Via estrinseca dell'apoptosi

Via estrinseca dell'apoptosi.

 

La via estrinseca mediata da FAS viene operata attraverso l'attivazione della caspasi 8 che, dimerizzando, attiva mediante taglio proteolitico una caspasi 3 che, a sua volta interagisce con il complesso CAD/ICAD. Questo complesso, in forma di dimero è inattivo, ed è attivato dalla caspasi 3 che rimuove il dominio ICAD, che assolve un ruolo inibitorio nei confronti di CAD. CAD, a questo punto, opera un'azione di lisi del DNA.

Le caspasi, normalmente presenti nella cellula sotto forma di pro-caspasi, sono attivate mediante una serie di reazioni enzimatiche a cascata che determinano, come ultimo passo, l'attivazione di una caspasi esecutrice. La ragione per la quale esiste sia la cascata, sia un enzima poco attivo quale la pro-caspasi, è da ricercare nel delicato ruolo che le proteine apoptotiche appena elencate possiedono. Se venisse, erroneamente, attivata la cascata apoptotica la cellula andrebbe incontro a morte certa. Pertanto il meccanismo è finemente regolato e bilanciato.

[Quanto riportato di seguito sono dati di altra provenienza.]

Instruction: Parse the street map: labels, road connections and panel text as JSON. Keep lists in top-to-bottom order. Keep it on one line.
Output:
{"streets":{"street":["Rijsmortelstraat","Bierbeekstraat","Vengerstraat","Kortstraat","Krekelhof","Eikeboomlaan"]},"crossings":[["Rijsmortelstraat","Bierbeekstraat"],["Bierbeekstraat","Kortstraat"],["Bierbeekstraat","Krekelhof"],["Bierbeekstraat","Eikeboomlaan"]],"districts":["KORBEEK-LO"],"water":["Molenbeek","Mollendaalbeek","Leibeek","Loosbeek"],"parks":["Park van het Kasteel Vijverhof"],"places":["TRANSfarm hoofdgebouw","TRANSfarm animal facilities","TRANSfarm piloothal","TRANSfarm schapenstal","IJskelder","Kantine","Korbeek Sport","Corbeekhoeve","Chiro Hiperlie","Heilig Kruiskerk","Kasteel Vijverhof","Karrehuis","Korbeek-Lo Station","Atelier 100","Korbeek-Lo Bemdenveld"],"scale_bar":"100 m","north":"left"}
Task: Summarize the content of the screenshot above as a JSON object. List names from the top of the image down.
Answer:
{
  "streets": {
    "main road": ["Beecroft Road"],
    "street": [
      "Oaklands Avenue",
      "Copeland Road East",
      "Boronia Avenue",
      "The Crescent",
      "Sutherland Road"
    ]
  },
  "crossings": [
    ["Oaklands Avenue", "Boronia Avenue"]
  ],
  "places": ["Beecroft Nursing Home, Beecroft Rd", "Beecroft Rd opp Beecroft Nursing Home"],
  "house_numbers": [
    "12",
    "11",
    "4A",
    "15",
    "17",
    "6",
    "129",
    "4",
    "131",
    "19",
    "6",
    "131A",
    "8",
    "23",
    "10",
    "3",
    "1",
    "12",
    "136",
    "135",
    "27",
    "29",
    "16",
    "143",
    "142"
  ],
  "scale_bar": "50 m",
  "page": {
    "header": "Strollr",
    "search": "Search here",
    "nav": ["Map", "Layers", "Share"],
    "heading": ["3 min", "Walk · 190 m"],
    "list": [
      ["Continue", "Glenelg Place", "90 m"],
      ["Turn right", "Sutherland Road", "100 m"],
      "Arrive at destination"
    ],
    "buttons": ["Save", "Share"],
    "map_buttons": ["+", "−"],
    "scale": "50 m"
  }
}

Via intrinseca dell'apoptosi

Nella via intrinseca il segnale che avvia l'apoptosi è prodotto internamente alla cellula. Gli eventi che stimolano l'apoptosi sono molti e variano dal danno ossidativo, ad esempio a seguito di esposizione a ossigeno, ad eccessivo accumulo di calcio, o anche al danno a livello del DNA. Attualmente non è chiaro come la cascata intrinseca possa attivarsi ma, probabilmente, è il risultato di un mancato equilibrio tra proteine pro-apoptotiche e proteine anti-apoptotiche presenti, ambedue, a livello del citoplasma. In questa logica, quando la seconda classe è inibita, le proteine pro-apoptotiche sembrano legarsi alla membrana del mitocondrio, formando un complesso che modifica la permeabilità della membrana. Il mitocondrio rilascia, a sua volta, delle molecole pro-apoptotiche, tra cui il citocromo c, che avviano la cascata apoptotica.